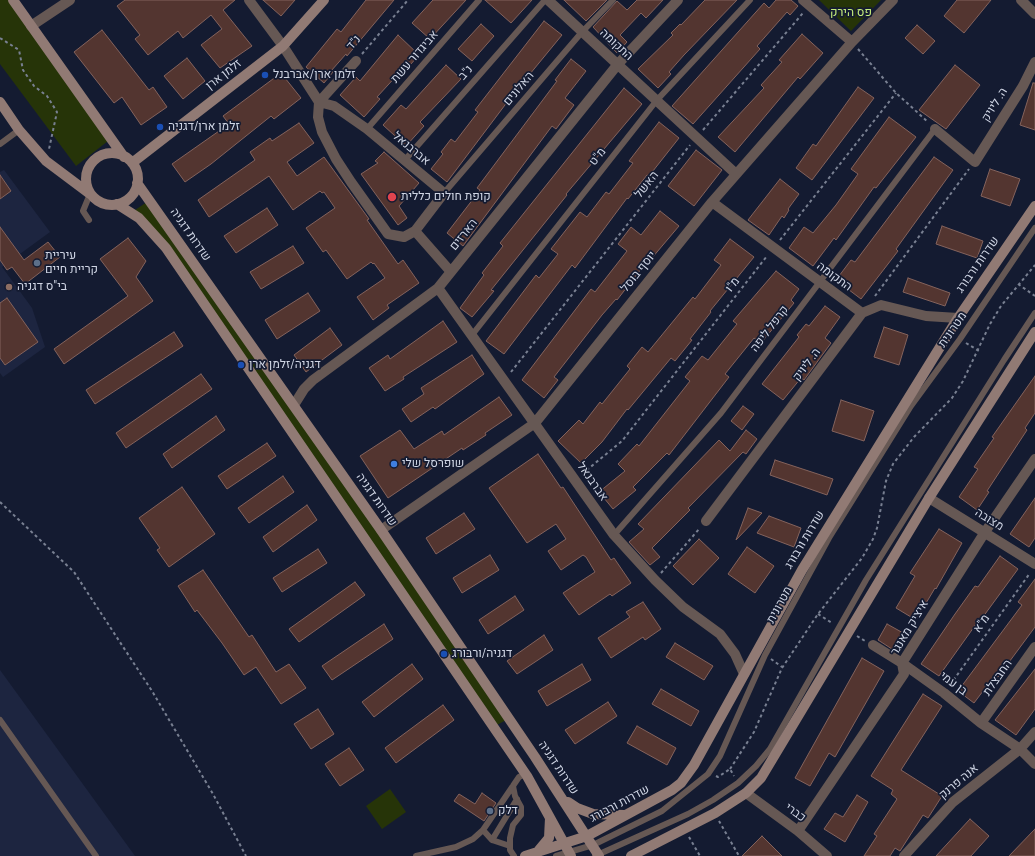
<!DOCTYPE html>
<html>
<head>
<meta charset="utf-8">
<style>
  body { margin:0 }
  canvas { display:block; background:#141b31 }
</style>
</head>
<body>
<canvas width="1035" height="856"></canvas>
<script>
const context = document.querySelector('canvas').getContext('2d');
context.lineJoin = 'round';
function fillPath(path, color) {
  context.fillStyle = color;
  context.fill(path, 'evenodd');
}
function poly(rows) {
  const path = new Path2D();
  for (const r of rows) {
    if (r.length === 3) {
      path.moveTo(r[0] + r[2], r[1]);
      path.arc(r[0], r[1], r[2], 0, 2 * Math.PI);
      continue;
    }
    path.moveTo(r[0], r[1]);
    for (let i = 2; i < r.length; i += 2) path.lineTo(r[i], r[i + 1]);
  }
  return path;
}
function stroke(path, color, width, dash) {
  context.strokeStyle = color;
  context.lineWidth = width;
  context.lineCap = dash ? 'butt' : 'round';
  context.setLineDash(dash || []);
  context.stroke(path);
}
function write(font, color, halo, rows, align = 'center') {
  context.font = font + ' "Roboto Condensed",Heebo,sans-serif';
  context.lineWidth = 3.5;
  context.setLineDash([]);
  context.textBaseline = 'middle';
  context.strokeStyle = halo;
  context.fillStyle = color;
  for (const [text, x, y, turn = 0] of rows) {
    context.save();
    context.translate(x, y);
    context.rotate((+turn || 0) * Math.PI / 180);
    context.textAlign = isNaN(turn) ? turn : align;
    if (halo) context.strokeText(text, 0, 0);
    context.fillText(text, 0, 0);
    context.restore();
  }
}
fillPath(poly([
  [4,170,50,232,2,267,32,308,45,347,3,377,0,373,0,172],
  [0,670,135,856,0,856]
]), '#1d2540');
fillPath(poly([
  [0,0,8,0,108,141,76,166,0,64],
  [819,0,881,0,851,31],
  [147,202,508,719,495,726,135,210],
  [390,789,406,812,382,829,366,806]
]), '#263408');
const building = poly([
  [125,0,235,0,223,10,252,46,220,68,201,45,222,29,211,15,183,38,178,31,148,55,135,39,140,35,117,6,125,0],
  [263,0,295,0,281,16,263,0],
  [366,0,394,0,347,56,346,54,331,71,333,72,324,83,306,67,337,29,341,32,366,0],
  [433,0,466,0,430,39,412,23,433,0],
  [485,0,532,0,511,23,485,0],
  [564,0,607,0,586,21,564,0],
  [637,0,663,0,646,18,641,13,620,35,627,42,617,53,593,27,617,1,627,10,637,0],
  [705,0,737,0,684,55,669,72,671,74,658,88,638,69,673,35,671,33,680,24,681,25,705,0],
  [776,0,791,0,798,6,790,15,787,12,757,46,760,49,693,124,672,106,764,3,769,8,776,0],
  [957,0,991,0,964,33,944,16,957,0],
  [544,21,562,35,511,97,447,182,431,169,443,154,441,152,451,139,455,142,478,112,475,110,544,21],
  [481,24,494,36,472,61,458,49,481,24],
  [917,25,935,41,923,54,905,38,917,25],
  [102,30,149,90,153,87,167,107,141,125,122,97,114,103,74,52,102,30],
  [802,34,823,53,800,79,798,77,735,152,718,137,764,88,761,85,782,62,779,60,802,34],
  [398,35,419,55,401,75,399,73,377,97,380,99,364,117,340,95,356,77,360,81,398,35],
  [187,58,205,81,183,99,164,76,187,58],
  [571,59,586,71,565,98,574,105,556,129,552,126,463,246,447,233,480,190,477,188,557,81,555,80,571,59],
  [446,65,461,79,420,122,424,126,406,146,383,125,401,105,406,109,446,65],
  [955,65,980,85,946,129,919,110,955,65],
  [281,73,301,98,274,119,271,116,211,164,185,182,172,164,229,124,223,116,281,73],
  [1033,83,1035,83,1035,130,1020,125,1033,83],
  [858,87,874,98,812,180,796,168,813,144,816,146,858,87],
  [624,88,642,104,566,194,567,195,491,290,494,291,472,317,460,308,484,275,482,273,503,246,500,243,624,88],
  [889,117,916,137,876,188,874,187,836,240,834,238,813,266,789,248,804,227,813,233,836,205,858,174,851,169,889,117],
  [659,122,679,138,649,176,647,175,628,199,627,198,575,268,572,265,504,354,486,341,536,275,539,278,558,254,551,249,580,212,587,217,606,192,609,194,633,163,629,161,659,122],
  [299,123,314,143,287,162,297,176,324,157,369,219,367,220,398,264,403,260,419,283,387,305,389,308,373,320,357,297,385,278,374,263,373,264,371,262,347,279,326,250,323,252,306,228,335,208,324,192,322,193,320,191,293,210,269,176,209,217,198,200,255,160,250,152,270,138,272,141,299,123],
  [696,150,722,170,694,206,668,186,696,150],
  [384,152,419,183,399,206,407,218,398,225,361,174,378,163,375,161,384,152],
  [934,157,953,170,896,249,898,251,861,299,836,280,851,260,855,262,934,157],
  [990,169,1020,179,1010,206,981,196,990,169],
  [0,175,11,191,0,199,0,175],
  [780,179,799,194,788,209,789,210,784,218,782,216,769,235,748,220,780,179],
  [267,208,278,225,236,253,224,236,267,208],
  [660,211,679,226,646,265,645,264,617,300,616,299,602,315,554,377,558,380,544,398,522,380,591,289,595,292,627,251,618,244,631,227,641,235,660,211],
  [942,226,983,241,977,258,936,244,942,226],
  [0,227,24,260,48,242,60,257,25,284,12,267,7,270,0,260,0,227],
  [128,238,146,261,136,277,153,301,64,364,54,349,128,296,100,259,128,238],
  [730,239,754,257,710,311,711,312,690,339,692,340,675,361,671,358,628,410,627,409,602,442,581,463,558,441,579,420,583,424,600,402,602,404,630,369,627,366,642,347,648,352,693,297,695,299,721,265,714,260,730,239],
  [293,246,304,263,261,289,250,272,293,246],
  [776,271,799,289,791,300,794,303,761,343,754,338,725,374,729,377,669,455,667,453,633,487,636,490,613,509,599,492,625,471,618,464,637,444,639,446,690,381,685,377,702,356,708,360,737,324,733,321,776,271],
  [908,278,950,293,945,306,903,292,908,278],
  [308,293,320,311,277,339,265,320,308,293],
  [7,298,38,342,5,365,0,358,0,303,7,298],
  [825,306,840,317,825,338,831,343,804,380,801,378,783,400,762,384,799,337,797,335,806,324,809,326,825,306],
  [443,321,457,342,403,377,404,379,385,391,369,368,388,355,390,359,443,321],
  [884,327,908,335,899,365,874,357,884,327],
  [330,328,342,345,306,372,294,355,330,328],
  [174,332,183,346,95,404,86,390,174,332],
  [472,355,484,374,435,409,433,407,411,422,402,409,424,394,421,388,472,355],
  [201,374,212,389,126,448,116,433,201,374],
  [1035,376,1035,413,1025,428,1027,430,987,491,989,492,977,510,959,497,978,469,974,467,994,438,992,437,1035,376],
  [499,397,512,415,485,433,486,435,463,450,462,448,388,498,360,456,400,430,414,449,442,431,444,435,499,397],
  [841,400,874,411,864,441,832,431,841,400],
  [743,406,754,414,742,430,731,421,743,406],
  [216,416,225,430,172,468,163,454,216,416],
  [746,430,757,439,746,454,743,452,688,508,690,510,652,548,660,557,650,565,629,542,644,529,638,524,719,440,730,451,746,430],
  [267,443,276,456,227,489,218,476,267,443],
  [538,454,561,488,563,487,611,560,614,558,631,583,612,596,610,594,579,615,563,593,595,572,586,557,583,555,561,570,548,551,566,539,556,524,527,543,489,488,538,454],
  [775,460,833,479,827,495,770,475,775,460],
  [283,476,294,492,249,523,238,508,283,476],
  [182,487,215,534,169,567,157,550,160,548,139,518,182,487],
  [1035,498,1035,538,1029,547,1010,534,1035,498],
  [307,505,317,520,273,552,263,537,307,505],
  [748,508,762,513,736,540,748,508],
  [464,513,475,529,436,554,426,538,464,513],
  [769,516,801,528,794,547,757,533,769,516],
  [939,529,962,543,936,589,935,588,916,620,896,608,915,576,910,573,939,529],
  [699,539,719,558,693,585,673,566,699,539],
  [747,547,774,566,755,593,728,574,747,547],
  [318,549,327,563,282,592,273,578,318,549],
  [490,555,499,570,462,593,453,578,490,555],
  [1000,556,1018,569,980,621,979,620,939,676,921,664,955,614,975,586,978,587,1000,556],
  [203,570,249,637,252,635,276,672,289,664,306,688,281,704,256,667,244,675,222,643,197,610,195,612,178,586,203,570],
  [1035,579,1035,627,998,677,995,675,974,703,958,691,1022,605,1018,602,1035,579],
  [355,582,365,595,299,642,289,629,355,582],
  [515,596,524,610,488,634,479,620,515,596],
  [643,602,661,629,645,640,643,637,611,658,598,638,630,617,626,612,643,602],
  [384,624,393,639,332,680,322,666,384,624],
  [887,624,905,634,895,651,878,640,887,624],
  [544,635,553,650,517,674,507,661,544,635],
  [675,643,713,666,704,680,666,657,675,643],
  [862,658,884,671,835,757,829,753,810,786,795,778,862,658],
  [412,664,423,679,374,717,362,702,412,664],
  [582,664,591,680,547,706,538,691,582,664],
  [1035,669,1035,709,1016,735,995,720,1035,669],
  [661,689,699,711,691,726,652,704,661,689],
  [923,694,942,706,901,770,942,796,928,818,923,815,900,851,895,848,890,856,864,856,877,836,874,834,897,799,891,794,893,790,871,776,923,694],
  [608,702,617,716,575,744,565,730,608,702],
  [443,705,454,720,396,763,385,748,443,705],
  [318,709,334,734,311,749,294,724,318,709],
  [637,726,676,748,667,765,627,743,637,726],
  [349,748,364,770,340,786,325,764,349,748],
  [482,793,496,803,484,821,454,801,459,794,475,804,482,793],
  [857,795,868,802,845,842,824,829,835,813,843,817,857,795],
  [970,819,989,836,971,856,936,856,970,819],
  [1035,829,1035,856,1009,856,1035,829],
  [762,836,782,856,742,856,762,836]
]);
fillPath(building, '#533530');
stroke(building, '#83625c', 1);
stroke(poly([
  [0,38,19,50,23,70,34,86,47,96,57,112,49,149],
  [858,49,896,93,928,122],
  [362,54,408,0],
  [703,130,803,13],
  [780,240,896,93],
  [1018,284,1035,296],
  [875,296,969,169],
  [966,343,979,351],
  [511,372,690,145],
  [582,474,622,441,767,256],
  [0,502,74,572,152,691,213,794,246,856],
  [661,573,700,528],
  [818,614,832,623],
  [857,636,865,641],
  [771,659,782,667],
  [950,685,1030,573],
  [730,769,754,732,782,668,818,614,862,558,873,539,877,528,886,481,893,464,914,437,952,398,963,381,990,324,1001,306,1035,265],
  [716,776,718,777,730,769,734,776],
  [719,821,739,856],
  [689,837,700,856]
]), '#798092', 2, [3, 3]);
stroke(poly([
  [367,129,479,0],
  [0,144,19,130],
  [404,161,545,0],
  [444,193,582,32,613,0],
  [89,220,83,211,90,194],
  [472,335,657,100,750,0],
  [614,535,721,413,935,129],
  [0,720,96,856],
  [513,786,515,796,521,807,521,815,513,825,510,838,510,850,514,856],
  [483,830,492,840,510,846],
  [492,840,517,799],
  [416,856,456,847,473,839,483,830,519,777,523,775,527,776],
  [556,856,593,845,662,811,708,774,720,756,765,655,829,538,911,406,960,339,1035,228],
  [595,856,688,814,713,800,738,783,756,766,770,749,866,580,1004,360,1035,313]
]), '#665854', 6);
stroke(poly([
  [249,0,283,46,319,102,318,117,322,132,336,159,351,182,388,234,404,237,415,231],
  [548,0,736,174],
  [803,0,852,42],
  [1021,0,1035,14],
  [31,26,70,0],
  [319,102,334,106,367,129,444,193,415,231,451,272],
  [319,102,356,61],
  [935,129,975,162,1023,86,1035,62],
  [712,202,862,313,881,305,926,316,958,318],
  [438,288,614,535,655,580,683,607,720,634,735,654,744,674],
  [294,405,304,389,313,380,438,288,618,64,678,0],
  [929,498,1035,564],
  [706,521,862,313],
  [381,530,535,423,712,202,852,42,893,0],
  [873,645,902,663,944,693,981,723,1020,749,1035,764],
  [981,723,1035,647],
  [746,793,798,831,827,856],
  [798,831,904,674,902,663,985,532,1035,459],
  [904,856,953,802,1020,749,1035,732]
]), '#665854', 10);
stroke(poly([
  [13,0,124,157],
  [0,102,19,130,46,161,90,194],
  [112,179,26],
  [132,163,283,46,324,0],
  [137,183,381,530,535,757,599,856],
  [117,204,139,218,166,248,527,776,571,856],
  [568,802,577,808,593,814,624,815],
  [539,850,549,838,550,818],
  [525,856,587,836,672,790,681,783,694,765,802,570,958,318,1035,206],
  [631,856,715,813,746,793,761,778,929,498,1035,332]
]), '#917a74', 10);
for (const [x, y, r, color] of [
  [265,75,4,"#1a4fb4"],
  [160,127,4,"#1a4fb4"],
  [392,197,5,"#e0444e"],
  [37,263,4,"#5c6f8a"],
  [9,287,4,"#8d6e63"],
  [241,365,4,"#1a4fb4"],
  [394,464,4,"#3f7fe0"],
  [444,654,4,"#1a4fb4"],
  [490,811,4,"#5c6f8a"]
]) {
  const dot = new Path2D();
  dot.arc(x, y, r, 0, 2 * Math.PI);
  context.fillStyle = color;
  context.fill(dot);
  stroke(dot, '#141b31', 1.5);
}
write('12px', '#c5ed7b', '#141b31', [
  ["פס הירק",851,13]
]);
write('12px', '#cfd5e4', '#141b31', [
  ["נ\"ד",354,43,-49],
  ["התקומה",616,45,43],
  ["אביגדור עשת",415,57,-49],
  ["נ\"ב",466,73,-49],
  ["זלמן ארן",224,75,-38],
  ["האלונים",519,89,-50],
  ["ה. ליויק",995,105,-58],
  ["אברבנאל",411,149,40],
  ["מ\"ט",598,157,-52],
  ["האשל",647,185,-52],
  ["שדרות דגניה",190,235,55],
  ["הארזים",464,235,-51],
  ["שדרות ורבורג",978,265,-55],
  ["יוסף בוסל",639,272,-51],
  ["התקומה",834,277,36],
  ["מ\"ו",733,285,-52],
  ["קרפל ליפה",770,329,-53],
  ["מטרונית",953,330,-55],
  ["ה. ליויק",807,365,-53],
  ["אברבנאל",592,482,55],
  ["שדרות דגניה",376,500,55],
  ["מצובה",989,520,32],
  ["שדרות ורבורג",805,540,-59],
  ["מטרונית",780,605,-61],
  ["מ\"א",982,624,-55],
  ["איציק מאנגר",910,628,-59],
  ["החבצלת",998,678,-55],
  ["בן עמי",953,684,37],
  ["שדרות דגניה",558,768,56],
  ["אנה פרנק",959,782,-40],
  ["שדרות ורבורג",620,804,-28],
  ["כברי",795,813,36]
]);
write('12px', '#cfd5e4', '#141b31', [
  ["זלמן ארן/אברבנל",273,75],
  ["זלמן ארן/דגניה",168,127],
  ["קופת חולים כללית",401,197],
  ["עיריית",45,256],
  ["קריית חיים",45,270],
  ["בי\"ס דגניה",17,287],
  ["דגניה/זלמן ארן",249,365],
  ["שופרסל שלי",402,464],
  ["דגניה/ורבורג",452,654],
  ["דלק",498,811]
], 'left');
</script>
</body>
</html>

### Action item
Your answer must be a single number: the count of lines in the data that contain the string "function".

### Response area
4